▶ _About this exercise_:
Would you please return the line containing "Serialize what can" and all the lines after it through the end of the records below, unchanged and on their own?

Collected data entries:
────────────────
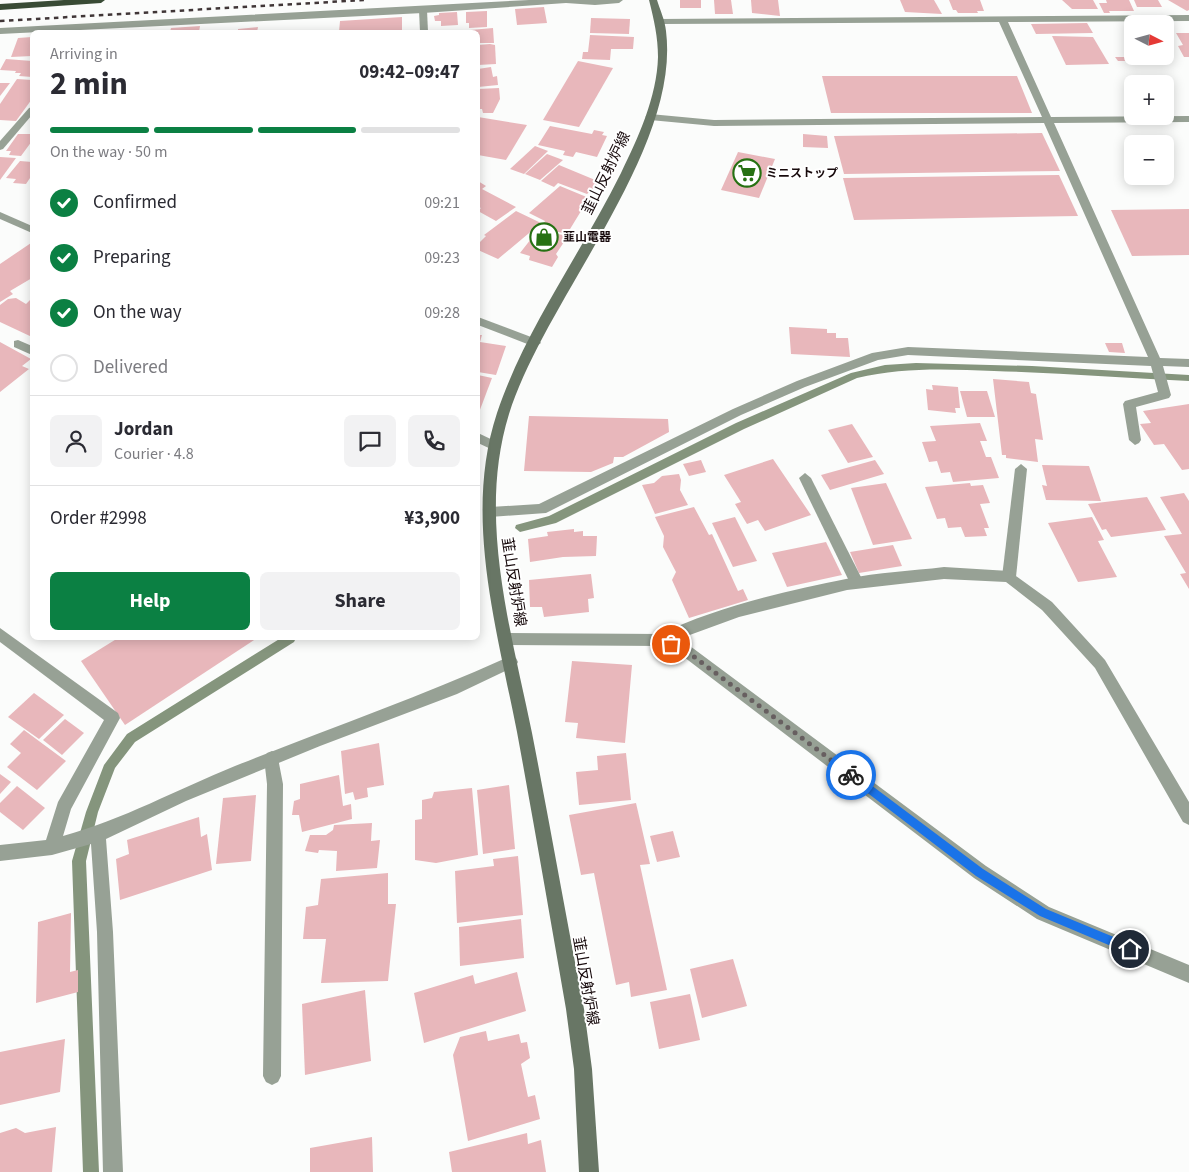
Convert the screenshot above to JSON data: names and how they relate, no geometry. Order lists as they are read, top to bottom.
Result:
{
  "streets": {
    "main road": ["韮山反射炉線"]
  },
  "places": {
    "supermarket": ["ミニストップ"],
    "shop": ["韮山電器"]
  },
  "north": "right",
  "page": {
    "map_buttons": ["+", "−"],
    "heading": ["2 min", "Arriving in", "09:42–09:47"],
    "panel": [
      "Jordan",
      "Courier · 4.8",
      "Order #2998",
      "¥3,900"
    ],
    "bar": "On the way · 50 m",
    "list": [
      ["Confirmed", "09:21"],
      ["Preparing", "09:23"],
      ["On the way", "09:28"],
      "Delivered"
    ],
    "buttons": ["Help", "Share"]
  }
}
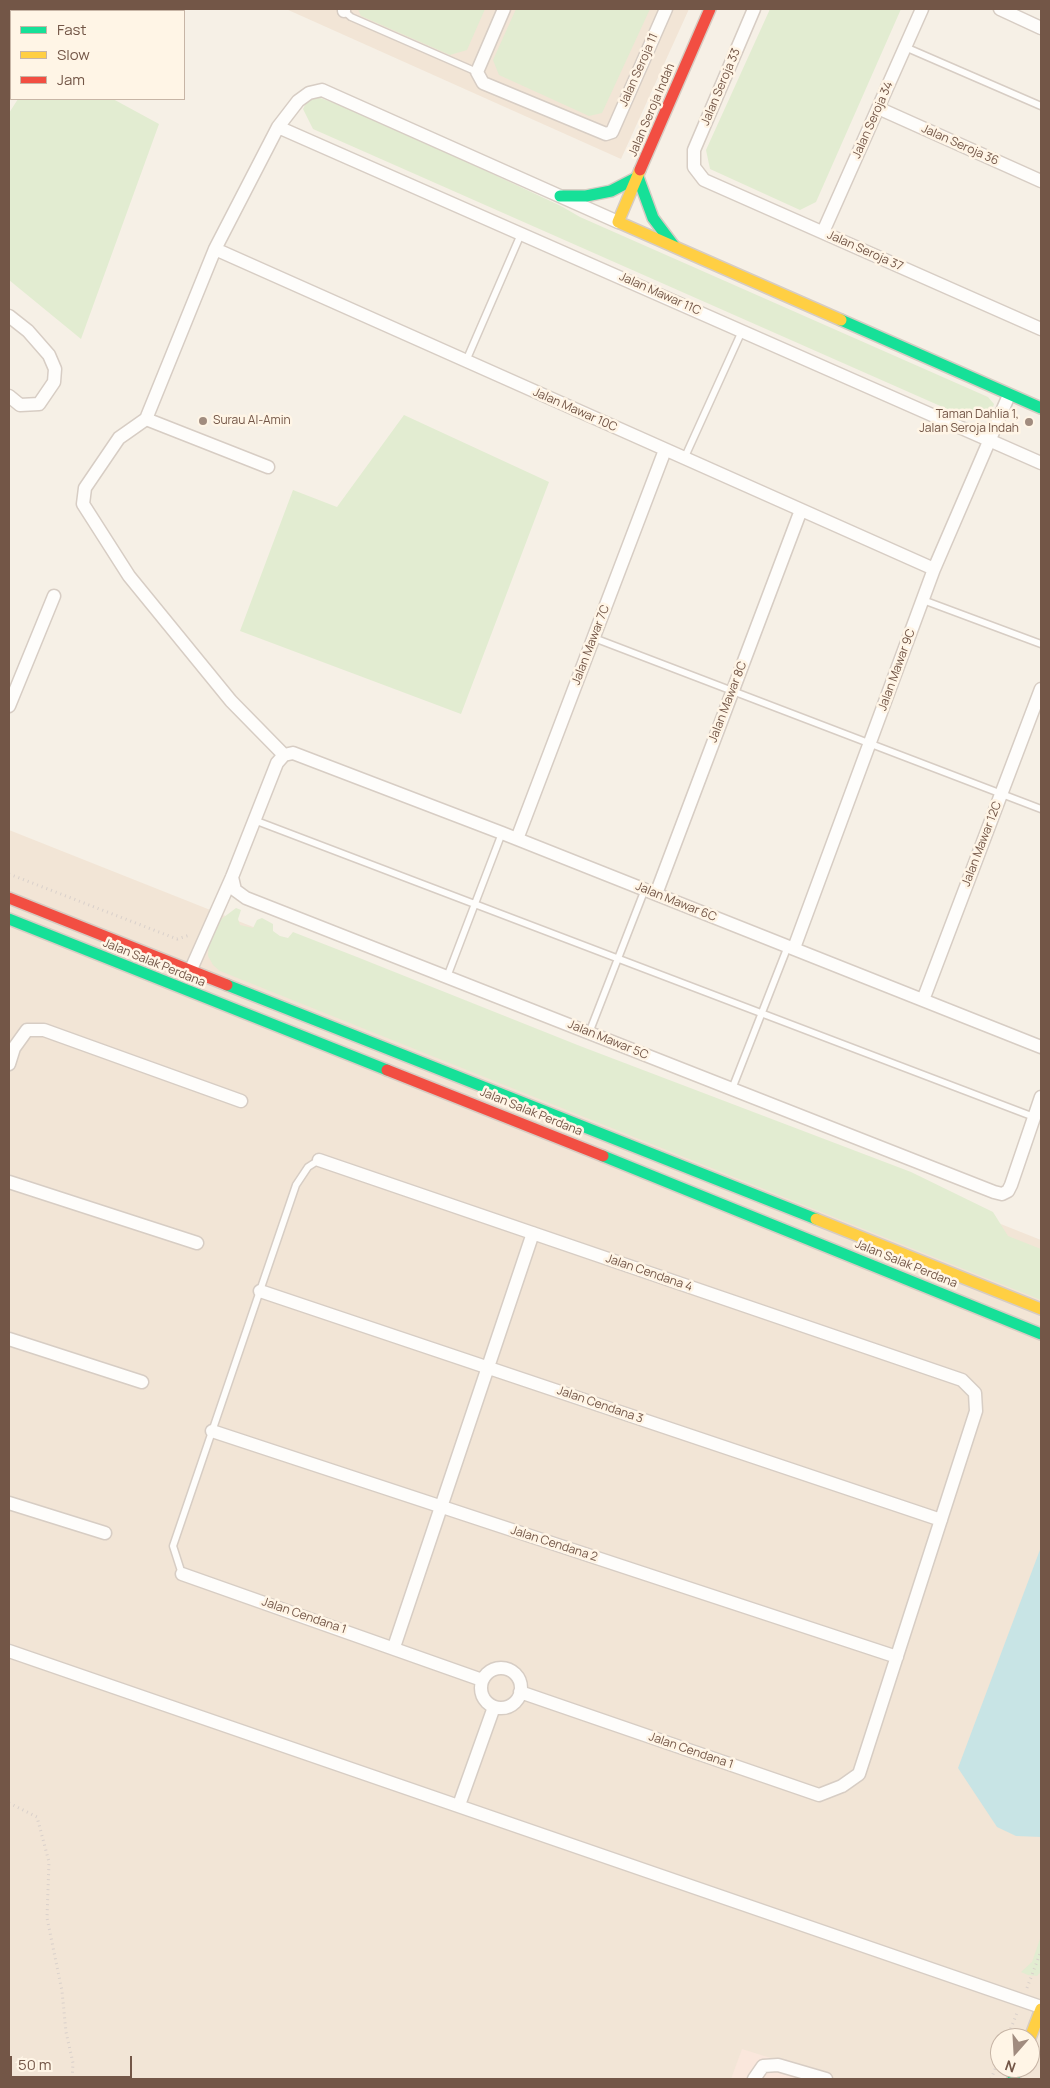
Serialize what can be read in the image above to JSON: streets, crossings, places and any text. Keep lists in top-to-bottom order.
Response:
────────────────
▶ _Solution for this problem_:
Serialize what can be read in the image above to JSON: streets, crossings, places and any text. Keep lists in top-to-bottom order.
Response:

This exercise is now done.